Copy out each line featuring the string "span" from the entries beneath.

▸ **Records**:
####

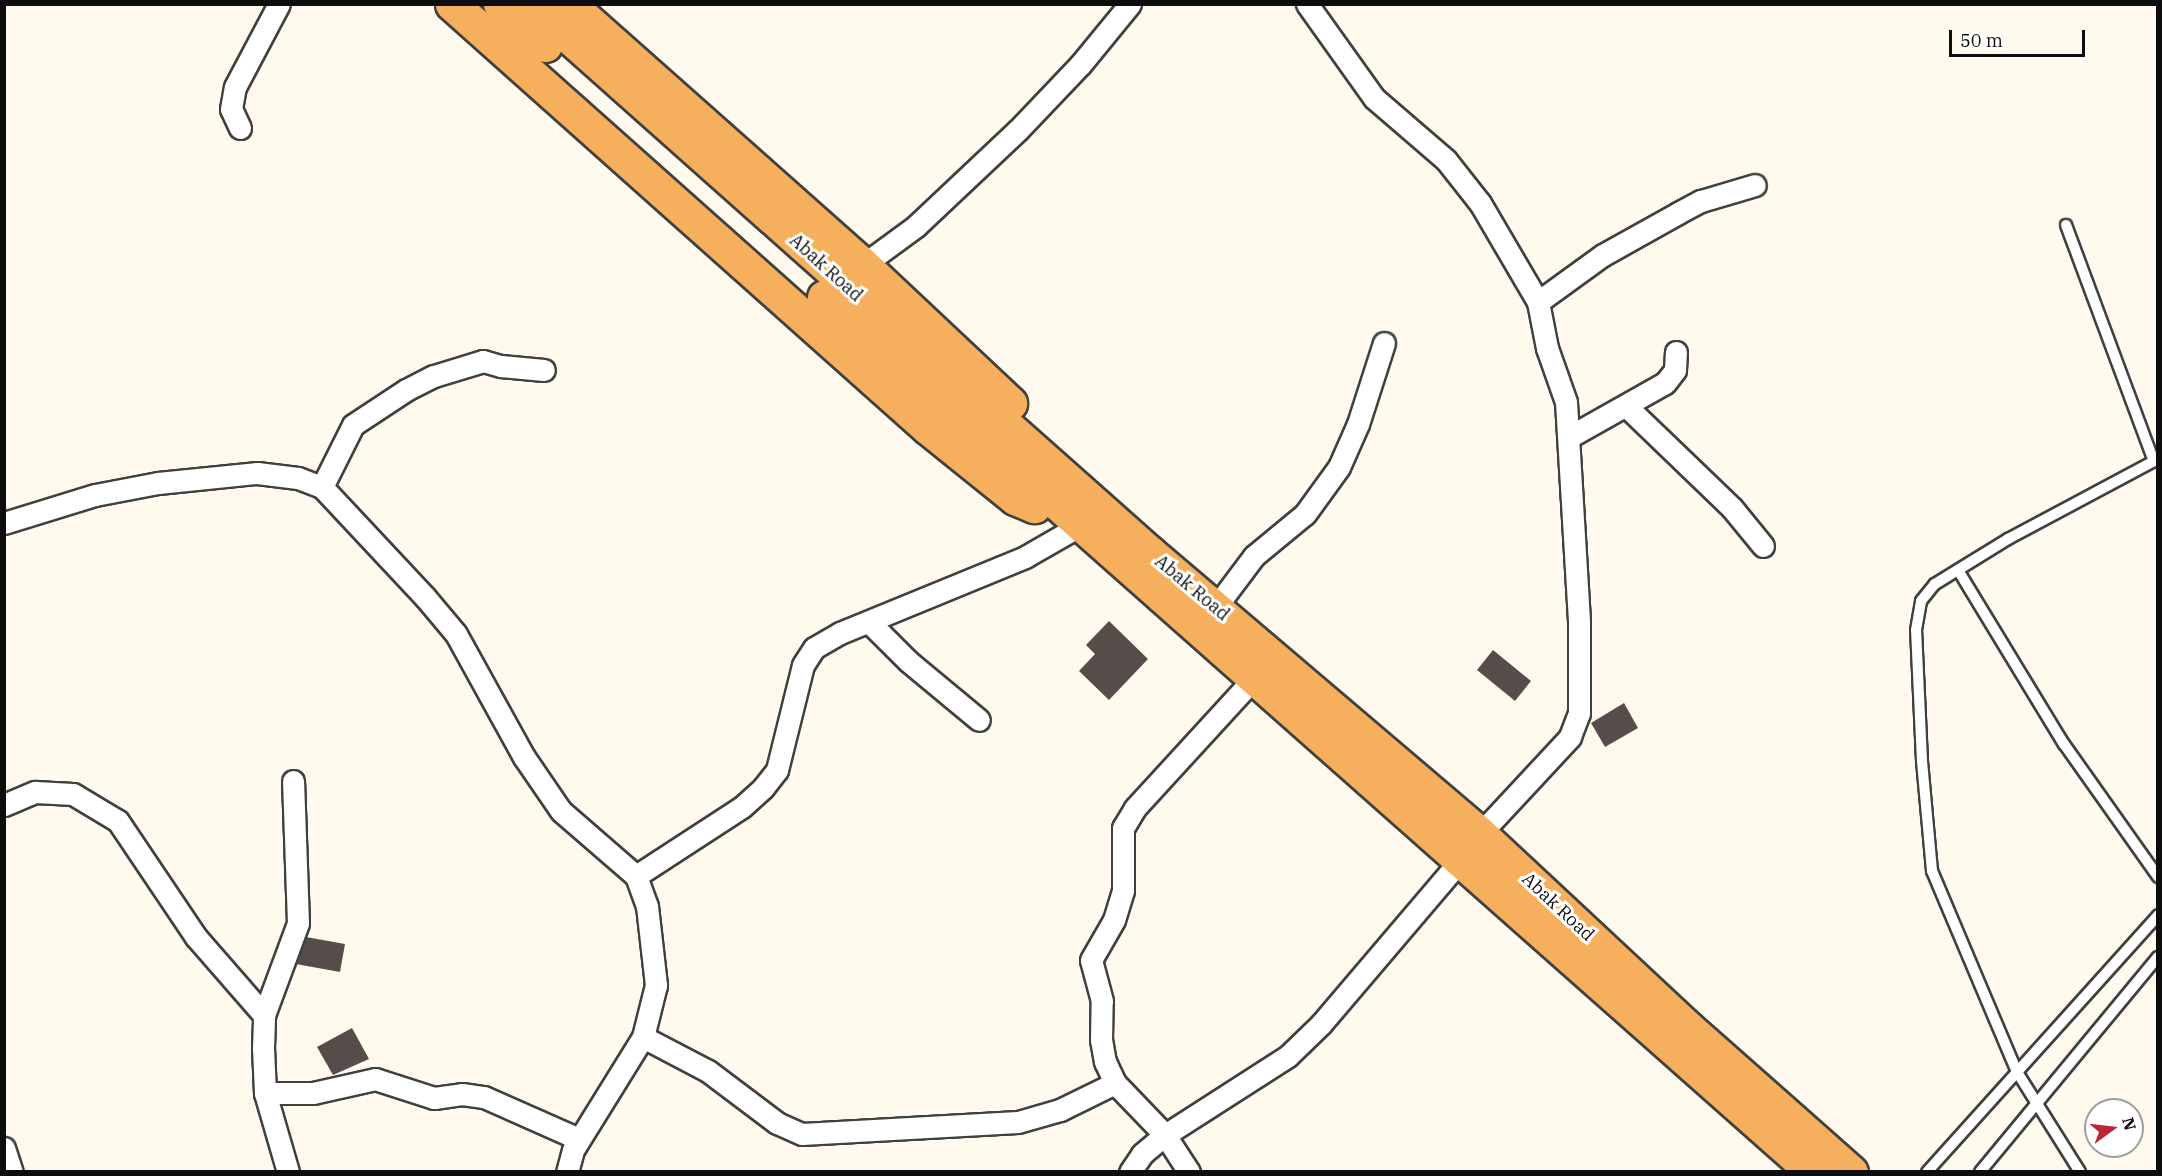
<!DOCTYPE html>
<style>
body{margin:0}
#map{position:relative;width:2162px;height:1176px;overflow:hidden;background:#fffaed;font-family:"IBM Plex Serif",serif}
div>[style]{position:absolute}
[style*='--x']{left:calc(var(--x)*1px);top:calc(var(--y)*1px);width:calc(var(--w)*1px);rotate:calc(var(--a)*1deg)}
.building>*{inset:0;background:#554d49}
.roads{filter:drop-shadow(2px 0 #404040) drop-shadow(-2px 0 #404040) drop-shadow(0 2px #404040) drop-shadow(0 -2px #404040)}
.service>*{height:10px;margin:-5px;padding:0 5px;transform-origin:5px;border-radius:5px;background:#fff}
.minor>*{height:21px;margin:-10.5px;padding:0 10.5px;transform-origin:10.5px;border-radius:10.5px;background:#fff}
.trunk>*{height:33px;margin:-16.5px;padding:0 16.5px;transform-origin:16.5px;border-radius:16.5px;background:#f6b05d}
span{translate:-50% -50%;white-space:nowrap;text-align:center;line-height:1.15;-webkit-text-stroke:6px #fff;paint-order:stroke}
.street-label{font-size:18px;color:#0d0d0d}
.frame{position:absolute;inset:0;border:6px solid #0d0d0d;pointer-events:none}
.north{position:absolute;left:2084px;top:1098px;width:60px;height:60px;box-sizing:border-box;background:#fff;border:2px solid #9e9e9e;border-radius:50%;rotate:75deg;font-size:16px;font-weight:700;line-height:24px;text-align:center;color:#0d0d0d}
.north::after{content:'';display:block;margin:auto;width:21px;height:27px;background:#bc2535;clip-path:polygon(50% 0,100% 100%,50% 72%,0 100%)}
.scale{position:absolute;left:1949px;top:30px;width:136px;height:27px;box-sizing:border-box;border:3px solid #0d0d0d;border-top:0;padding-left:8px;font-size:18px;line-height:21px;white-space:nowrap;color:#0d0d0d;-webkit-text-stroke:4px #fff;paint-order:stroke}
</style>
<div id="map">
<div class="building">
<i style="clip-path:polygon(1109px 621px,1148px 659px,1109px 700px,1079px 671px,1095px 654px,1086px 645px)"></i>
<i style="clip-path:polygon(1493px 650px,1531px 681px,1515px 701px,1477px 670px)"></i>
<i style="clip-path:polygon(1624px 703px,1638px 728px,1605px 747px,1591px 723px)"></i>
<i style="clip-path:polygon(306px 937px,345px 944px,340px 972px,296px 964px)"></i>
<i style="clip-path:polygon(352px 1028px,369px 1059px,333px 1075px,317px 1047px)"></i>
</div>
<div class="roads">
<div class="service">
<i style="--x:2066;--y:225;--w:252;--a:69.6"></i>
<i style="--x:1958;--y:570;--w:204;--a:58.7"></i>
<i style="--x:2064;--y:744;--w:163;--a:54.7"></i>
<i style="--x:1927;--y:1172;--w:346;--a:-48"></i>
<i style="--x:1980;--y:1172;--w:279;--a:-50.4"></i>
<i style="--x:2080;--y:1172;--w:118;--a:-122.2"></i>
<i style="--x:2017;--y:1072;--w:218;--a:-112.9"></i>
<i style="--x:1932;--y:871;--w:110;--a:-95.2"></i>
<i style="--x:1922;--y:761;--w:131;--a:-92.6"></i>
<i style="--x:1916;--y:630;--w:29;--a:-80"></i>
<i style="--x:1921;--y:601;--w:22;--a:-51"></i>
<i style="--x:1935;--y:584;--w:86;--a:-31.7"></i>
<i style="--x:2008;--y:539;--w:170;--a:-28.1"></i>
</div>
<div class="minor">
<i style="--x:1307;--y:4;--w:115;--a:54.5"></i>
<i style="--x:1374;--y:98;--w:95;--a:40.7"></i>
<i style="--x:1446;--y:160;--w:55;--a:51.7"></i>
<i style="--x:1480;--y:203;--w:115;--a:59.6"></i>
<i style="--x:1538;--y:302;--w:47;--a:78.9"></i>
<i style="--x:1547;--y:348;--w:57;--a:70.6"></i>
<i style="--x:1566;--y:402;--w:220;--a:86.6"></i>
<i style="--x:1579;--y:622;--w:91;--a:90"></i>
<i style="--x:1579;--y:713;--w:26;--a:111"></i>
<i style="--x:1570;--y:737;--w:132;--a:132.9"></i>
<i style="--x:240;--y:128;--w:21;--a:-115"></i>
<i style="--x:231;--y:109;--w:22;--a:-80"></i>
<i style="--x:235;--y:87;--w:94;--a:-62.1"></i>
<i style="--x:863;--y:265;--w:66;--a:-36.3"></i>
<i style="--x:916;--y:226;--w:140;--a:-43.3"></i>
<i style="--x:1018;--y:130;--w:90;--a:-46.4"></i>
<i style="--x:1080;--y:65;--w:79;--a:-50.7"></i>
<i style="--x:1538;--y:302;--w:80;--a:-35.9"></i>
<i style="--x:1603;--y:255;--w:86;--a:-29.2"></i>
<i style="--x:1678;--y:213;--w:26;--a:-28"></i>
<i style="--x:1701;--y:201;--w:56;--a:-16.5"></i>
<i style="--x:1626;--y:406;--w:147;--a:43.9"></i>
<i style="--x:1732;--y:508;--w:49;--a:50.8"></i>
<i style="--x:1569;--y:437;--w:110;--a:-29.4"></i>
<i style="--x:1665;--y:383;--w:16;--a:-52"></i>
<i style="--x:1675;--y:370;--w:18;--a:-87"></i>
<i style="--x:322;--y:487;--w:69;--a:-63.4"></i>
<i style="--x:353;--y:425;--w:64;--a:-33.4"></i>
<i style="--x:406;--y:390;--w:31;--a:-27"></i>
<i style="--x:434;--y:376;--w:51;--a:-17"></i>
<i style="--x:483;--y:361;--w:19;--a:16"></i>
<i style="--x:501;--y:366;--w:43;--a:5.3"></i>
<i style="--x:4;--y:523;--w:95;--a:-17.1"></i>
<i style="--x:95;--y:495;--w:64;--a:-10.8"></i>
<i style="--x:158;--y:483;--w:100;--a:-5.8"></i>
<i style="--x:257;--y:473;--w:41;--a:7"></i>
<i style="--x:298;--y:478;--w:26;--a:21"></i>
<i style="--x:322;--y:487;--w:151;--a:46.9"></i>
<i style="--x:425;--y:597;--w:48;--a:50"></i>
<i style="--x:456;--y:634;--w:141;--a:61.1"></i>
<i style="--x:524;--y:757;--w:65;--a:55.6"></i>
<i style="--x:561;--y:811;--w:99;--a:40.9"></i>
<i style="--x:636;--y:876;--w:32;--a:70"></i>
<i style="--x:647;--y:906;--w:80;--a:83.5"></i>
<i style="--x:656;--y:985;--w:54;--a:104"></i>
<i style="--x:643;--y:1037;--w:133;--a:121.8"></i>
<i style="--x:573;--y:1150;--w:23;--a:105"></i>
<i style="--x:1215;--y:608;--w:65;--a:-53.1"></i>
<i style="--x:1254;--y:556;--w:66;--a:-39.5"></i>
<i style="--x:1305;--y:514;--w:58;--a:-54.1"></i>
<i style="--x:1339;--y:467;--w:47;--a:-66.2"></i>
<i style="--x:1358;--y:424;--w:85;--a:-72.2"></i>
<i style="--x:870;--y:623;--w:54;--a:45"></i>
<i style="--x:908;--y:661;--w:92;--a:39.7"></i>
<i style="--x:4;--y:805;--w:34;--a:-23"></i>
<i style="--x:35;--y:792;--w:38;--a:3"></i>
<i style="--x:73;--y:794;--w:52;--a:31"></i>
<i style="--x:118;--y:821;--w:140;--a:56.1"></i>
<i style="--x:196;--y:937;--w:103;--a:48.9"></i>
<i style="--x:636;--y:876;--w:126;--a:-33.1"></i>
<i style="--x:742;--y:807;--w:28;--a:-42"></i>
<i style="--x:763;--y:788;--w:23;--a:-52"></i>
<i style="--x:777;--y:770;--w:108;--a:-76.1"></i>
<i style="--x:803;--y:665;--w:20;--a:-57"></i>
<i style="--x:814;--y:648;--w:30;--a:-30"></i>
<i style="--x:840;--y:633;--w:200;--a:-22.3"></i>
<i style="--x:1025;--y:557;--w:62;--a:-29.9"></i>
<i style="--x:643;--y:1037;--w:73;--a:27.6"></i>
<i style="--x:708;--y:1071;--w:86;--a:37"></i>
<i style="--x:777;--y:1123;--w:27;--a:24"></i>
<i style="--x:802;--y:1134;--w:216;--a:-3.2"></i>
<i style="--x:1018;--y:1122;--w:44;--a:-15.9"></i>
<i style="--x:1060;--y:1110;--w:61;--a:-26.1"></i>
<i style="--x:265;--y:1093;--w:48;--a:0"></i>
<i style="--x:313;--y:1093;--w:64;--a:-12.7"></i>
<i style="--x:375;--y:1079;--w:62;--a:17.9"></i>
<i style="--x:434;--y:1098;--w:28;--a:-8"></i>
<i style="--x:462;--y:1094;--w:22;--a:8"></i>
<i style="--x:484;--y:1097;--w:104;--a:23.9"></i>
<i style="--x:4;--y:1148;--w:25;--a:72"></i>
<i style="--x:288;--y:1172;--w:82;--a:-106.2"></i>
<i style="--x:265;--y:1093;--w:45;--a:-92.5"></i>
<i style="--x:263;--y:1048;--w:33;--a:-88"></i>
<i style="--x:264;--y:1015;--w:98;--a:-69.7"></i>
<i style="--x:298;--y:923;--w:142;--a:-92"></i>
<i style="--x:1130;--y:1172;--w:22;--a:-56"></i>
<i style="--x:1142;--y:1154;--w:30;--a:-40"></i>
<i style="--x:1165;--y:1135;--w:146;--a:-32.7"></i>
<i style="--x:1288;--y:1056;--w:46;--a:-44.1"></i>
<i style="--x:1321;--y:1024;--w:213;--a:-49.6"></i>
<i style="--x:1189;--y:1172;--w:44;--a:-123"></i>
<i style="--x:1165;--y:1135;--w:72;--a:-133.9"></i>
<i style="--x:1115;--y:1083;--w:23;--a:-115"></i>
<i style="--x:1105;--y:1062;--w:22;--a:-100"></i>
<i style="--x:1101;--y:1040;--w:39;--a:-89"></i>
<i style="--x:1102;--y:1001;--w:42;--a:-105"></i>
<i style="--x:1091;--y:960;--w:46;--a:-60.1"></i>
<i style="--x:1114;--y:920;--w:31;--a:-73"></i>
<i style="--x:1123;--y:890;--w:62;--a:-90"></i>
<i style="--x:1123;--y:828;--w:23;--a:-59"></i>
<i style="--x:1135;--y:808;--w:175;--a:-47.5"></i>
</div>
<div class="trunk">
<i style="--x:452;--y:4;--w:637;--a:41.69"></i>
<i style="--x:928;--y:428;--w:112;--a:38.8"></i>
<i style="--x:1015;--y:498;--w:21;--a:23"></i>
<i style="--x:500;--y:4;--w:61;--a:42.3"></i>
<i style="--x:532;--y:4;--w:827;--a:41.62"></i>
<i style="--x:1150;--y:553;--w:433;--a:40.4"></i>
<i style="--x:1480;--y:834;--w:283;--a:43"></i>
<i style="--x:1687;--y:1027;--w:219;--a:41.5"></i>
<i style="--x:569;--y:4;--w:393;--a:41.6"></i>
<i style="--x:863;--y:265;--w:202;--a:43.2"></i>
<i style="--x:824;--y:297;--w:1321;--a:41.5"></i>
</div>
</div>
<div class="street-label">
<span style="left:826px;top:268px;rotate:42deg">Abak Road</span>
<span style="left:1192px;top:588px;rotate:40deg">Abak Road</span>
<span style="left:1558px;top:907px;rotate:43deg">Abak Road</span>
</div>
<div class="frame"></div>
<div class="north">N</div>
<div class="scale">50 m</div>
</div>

####

▸ **Your solution**:
span{translate:-50% -50%;white-space:nowrap;text-align:center;line-height:1.15;-webkit-text-stroke:6px #fff;paint-order:stroke}
<span style="left:826px;top:268px;rotate:42deg">Abak Road</span>
<span style="left:1192px;top:588px;rotate:40deg">Abak Road</span>
<span style="left:1558px;top:907px;rotate:43deg">Abak Road</span>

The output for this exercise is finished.